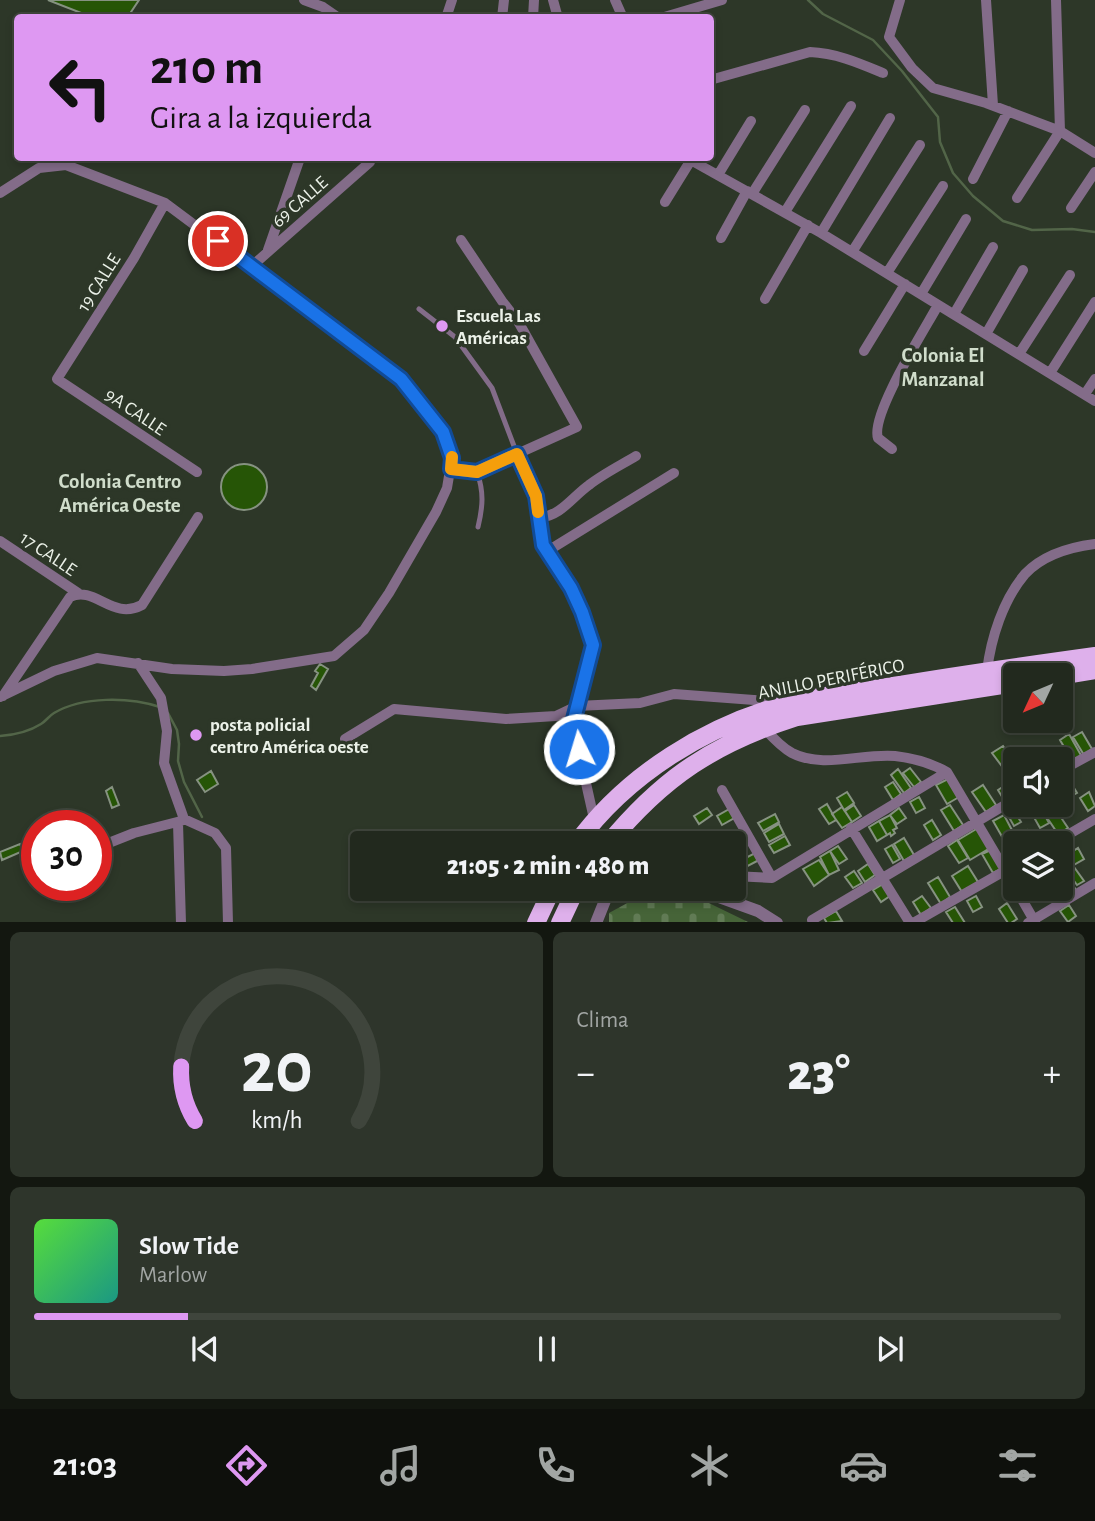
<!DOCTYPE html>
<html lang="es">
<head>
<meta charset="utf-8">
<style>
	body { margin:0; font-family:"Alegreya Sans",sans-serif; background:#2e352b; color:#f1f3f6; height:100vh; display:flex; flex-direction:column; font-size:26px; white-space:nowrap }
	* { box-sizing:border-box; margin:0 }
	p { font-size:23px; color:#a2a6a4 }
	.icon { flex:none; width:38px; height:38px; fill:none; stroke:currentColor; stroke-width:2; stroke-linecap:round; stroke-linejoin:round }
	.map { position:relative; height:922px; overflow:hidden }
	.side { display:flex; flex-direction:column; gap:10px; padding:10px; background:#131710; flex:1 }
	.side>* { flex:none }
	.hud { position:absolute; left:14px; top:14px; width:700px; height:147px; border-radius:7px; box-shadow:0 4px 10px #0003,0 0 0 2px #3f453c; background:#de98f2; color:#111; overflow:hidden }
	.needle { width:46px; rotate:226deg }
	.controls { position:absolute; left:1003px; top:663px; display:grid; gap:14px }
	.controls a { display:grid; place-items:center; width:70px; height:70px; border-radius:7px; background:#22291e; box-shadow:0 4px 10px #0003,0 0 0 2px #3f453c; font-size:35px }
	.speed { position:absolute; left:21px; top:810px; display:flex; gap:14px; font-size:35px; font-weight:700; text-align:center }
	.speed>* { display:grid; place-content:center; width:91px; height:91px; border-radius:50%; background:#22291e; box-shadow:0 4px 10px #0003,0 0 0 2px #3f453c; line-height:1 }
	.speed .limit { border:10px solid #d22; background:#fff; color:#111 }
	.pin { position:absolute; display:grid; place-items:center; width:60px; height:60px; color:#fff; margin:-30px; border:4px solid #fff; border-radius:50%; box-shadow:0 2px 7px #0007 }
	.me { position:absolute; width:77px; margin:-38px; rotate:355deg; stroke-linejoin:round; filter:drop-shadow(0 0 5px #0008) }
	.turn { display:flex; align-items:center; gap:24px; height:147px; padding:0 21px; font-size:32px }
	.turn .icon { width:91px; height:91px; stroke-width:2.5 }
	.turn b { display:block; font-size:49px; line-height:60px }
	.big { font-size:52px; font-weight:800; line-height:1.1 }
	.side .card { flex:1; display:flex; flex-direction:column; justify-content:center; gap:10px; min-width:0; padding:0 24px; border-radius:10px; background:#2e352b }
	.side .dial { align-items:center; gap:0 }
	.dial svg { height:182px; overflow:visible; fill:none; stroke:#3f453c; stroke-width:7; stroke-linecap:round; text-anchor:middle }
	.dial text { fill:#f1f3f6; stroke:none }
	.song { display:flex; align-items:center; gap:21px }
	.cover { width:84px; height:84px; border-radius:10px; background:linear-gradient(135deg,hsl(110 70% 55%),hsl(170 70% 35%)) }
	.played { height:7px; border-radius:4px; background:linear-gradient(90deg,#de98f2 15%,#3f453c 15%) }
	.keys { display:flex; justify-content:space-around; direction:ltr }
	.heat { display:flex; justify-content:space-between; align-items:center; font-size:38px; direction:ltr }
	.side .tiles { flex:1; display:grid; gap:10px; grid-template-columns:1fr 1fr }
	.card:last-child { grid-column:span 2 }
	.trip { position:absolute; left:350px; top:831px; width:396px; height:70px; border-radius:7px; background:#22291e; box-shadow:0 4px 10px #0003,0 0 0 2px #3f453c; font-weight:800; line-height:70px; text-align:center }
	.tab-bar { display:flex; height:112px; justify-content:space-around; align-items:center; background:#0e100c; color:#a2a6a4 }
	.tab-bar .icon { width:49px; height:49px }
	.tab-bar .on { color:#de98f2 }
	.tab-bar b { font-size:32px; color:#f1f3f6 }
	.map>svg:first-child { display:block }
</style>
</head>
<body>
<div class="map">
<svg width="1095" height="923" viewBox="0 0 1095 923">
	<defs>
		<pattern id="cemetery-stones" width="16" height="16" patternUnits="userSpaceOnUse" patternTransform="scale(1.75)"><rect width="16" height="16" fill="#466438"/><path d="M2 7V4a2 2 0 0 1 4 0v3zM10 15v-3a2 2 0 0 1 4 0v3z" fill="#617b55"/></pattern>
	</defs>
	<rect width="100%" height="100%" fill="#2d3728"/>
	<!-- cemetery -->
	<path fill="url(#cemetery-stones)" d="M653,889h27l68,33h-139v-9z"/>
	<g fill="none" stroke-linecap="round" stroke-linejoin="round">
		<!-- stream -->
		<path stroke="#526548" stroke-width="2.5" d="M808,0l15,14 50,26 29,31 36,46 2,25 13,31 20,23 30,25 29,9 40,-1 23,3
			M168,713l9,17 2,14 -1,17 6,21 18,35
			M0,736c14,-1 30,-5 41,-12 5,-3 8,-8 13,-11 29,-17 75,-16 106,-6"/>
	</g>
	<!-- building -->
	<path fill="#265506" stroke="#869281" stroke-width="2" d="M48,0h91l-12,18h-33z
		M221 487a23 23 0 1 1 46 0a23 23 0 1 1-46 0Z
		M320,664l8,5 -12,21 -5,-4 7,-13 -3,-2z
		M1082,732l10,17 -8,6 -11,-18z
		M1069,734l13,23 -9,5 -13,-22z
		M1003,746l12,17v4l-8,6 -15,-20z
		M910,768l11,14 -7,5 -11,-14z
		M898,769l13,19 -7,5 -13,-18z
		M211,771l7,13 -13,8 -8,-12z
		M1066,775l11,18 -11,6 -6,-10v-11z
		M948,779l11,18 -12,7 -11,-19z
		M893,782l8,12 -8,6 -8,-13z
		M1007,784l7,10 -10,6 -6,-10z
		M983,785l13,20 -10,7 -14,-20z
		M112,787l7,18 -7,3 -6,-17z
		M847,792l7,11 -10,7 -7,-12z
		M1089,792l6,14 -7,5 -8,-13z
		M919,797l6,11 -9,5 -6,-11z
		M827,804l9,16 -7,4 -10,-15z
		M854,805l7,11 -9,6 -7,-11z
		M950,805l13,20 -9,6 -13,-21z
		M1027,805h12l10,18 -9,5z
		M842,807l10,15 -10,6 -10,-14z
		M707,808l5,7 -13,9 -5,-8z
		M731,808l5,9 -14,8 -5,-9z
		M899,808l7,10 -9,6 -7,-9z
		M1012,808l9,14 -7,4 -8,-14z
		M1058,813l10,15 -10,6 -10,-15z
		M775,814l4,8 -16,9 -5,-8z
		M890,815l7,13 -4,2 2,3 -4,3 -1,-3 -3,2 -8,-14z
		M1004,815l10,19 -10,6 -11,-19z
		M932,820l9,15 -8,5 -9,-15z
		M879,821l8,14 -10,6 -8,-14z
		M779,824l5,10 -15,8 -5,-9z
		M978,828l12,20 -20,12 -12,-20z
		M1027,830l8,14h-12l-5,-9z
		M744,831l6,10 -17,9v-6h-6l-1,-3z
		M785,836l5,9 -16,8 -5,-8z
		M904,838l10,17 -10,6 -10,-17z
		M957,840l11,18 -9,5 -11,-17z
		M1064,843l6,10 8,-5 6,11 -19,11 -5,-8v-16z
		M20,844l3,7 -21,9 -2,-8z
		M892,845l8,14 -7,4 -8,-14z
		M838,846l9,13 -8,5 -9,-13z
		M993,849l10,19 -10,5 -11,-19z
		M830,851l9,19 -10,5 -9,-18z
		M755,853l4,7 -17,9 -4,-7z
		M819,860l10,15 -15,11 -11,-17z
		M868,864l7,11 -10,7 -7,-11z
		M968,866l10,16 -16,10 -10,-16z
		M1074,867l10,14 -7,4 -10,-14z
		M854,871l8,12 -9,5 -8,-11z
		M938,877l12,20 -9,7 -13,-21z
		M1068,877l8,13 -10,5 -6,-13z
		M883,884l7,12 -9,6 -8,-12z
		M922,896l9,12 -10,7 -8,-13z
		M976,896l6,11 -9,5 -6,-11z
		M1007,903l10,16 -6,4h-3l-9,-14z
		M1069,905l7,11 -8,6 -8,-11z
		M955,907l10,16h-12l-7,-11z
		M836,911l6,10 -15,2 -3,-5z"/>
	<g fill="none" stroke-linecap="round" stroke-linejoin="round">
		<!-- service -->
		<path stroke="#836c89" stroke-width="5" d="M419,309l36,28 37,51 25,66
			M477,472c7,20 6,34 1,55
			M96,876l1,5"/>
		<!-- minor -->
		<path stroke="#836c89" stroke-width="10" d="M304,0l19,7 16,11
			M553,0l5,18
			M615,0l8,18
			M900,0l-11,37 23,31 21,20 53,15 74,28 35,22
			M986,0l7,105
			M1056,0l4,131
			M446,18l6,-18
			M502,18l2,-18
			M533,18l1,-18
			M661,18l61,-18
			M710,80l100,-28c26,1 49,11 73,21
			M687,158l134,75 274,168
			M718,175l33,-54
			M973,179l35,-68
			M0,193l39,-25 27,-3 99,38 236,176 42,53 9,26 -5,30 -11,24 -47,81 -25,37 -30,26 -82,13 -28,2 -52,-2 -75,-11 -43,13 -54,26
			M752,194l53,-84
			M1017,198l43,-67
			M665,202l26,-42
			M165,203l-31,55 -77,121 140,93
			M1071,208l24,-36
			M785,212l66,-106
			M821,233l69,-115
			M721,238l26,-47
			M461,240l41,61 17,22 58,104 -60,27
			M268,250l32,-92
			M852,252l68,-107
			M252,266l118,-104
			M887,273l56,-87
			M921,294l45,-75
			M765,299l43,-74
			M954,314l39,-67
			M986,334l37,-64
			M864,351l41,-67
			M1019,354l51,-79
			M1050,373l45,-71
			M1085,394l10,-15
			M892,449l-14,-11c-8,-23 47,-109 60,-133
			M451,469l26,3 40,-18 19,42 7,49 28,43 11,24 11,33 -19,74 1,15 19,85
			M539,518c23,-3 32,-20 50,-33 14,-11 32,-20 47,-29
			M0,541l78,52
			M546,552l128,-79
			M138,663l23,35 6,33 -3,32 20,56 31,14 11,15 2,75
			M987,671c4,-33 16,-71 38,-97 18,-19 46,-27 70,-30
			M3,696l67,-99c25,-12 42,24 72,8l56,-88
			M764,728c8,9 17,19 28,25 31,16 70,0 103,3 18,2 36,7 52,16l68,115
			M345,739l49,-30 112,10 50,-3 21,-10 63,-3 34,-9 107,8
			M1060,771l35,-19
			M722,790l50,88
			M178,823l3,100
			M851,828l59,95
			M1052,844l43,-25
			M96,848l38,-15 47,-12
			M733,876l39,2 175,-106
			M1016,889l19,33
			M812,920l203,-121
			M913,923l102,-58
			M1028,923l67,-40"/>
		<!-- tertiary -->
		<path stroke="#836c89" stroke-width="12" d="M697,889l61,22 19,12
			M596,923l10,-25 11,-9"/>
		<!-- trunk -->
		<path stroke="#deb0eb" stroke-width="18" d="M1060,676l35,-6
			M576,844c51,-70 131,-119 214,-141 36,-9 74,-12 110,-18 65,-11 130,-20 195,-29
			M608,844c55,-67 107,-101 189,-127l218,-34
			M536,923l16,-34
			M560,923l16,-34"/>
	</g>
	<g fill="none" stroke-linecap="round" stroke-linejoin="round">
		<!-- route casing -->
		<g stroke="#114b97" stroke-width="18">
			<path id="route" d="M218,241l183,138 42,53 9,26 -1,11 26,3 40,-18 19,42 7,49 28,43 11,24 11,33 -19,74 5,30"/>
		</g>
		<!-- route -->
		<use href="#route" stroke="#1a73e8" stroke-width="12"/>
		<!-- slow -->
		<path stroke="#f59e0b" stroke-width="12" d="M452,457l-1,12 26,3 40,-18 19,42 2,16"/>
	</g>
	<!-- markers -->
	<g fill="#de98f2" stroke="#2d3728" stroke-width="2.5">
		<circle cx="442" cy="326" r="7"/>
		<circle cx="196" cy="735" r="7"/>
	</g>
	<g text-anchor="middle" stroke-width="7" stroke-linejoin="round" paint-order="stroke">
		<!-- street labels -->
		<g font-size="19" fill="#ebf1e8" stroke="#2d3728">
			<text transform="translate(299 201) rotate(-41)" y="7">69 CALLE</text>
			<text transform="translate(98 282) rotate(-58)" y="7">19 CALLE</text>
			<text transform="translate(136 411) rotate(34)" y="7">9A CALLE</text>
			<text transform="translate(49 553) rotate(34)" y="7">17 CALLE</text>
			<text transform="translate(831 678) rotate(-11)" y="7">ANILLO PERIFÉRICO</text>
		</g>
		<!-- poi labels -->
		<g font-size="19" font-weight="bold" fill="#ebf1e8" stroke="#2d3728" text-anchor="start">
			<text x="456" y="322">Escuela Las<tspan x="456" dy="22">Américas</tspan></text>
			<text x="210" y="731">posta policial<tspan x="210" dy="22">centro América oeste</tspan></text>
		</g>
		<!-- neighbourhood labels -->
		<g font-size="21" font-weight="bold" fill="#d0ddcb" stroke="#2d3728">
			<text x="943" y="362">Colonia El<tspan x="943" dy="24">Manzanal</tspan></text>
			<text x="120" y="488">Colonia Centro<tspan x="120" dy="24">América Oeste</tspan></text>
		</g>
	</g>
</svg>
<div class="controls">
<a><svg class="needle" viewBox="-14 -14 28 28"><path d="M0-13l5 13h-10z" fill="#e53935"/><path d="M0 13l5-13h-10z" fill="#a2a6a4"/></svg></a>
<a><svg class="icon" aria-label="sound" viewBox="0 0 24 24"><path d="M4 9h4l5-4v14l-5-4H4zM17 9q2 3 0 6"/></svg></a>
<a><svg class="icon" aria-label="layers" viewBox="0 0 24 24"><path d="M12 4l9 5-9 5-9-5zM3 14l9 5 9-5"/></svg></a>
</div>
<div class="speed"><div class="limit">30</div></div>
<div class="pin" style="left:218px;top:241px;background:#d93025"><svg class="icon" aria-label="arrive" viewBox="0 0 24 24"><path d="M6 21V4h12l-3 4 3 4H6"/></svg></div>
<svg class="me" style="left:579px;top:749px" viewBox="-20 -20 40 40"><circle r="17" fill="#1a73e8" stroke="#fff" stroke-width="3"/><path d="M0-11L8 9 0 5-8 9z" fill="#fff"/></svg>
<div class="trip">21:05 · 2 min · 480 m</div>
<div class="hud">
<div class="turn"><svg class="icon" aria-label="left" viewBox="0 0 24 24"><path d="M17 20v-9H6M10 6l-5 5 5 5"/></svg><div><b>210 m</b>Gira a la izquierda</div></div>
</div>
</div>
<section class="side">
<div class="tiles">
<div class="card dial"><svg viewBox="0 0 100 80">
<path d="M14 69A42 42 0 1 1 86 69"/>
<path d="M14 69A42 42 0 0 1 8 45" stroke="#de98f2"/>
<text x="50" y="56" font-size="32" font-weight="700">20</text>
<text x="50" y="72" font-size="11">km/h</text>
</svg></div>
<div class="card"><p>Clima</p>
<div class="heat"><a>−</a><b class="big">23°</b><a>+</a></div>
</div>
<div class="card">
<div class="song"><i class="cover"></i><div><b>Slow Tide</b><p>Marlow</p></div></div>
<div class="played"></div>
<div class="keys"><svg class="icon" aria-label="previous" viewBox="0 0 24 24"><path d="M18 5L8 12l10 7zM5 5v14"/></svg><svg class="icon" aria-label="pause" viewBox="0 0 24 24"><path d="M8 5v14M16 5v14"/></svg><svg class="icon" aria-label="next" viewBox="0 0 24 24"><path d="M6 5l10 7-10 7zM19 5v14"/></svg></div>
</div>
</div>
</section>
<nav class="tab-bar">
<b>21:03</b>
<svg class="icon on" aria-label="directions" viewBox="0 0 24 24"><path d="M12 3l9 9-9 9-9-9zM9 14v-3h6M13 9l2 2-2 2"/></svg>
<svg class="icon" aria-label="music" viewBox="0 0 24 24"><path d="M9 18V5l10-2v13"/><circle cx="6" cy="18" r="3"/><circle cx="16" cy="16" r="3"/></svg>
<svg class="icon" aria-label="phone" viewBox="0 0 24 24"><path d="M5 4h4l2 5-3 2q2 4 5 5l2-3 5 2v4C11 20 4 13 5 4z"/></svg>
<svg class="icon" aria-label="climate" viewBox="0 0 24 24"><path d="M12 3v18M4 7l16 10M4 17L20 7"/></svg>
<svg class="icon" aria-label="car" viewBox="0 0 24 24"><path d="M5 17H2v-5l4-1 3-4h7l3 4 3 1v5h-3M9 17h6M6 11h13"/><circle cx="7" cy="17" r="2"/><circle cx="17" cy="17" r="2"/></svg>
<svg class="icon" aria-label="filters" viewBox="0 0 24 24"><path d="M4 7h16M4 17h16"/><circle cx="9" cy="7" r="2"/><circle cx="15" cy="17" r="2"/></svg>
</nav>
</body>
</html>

§

Write out, word for word, the lines from the first line of the entries through the one containing "flex:none; width:38px; height:38px;", both included. Leave out the pictures.

> Output for this exercise:
<!DOCTYPE html>
<html lang="es">
<head>
<meta charset="utf-8">
<style>
	body { margin:0; font-family:"Alegreya Sans",sans-serif; background:#2e352b; color:#f1f3f6; height:100vh; display:flex; flex-direction:column; font-size:26px; white-space:nowrap }
	* { box-sizing:border-box; margin:0 }
	p { font-size:23px; color:#a2a6a4 }
	.icon { flex:none; width:38px; height:38px; fill:none; stroke:currentColor; stroke-width:2; stroke-linecap:round; stroke-linejoin:round }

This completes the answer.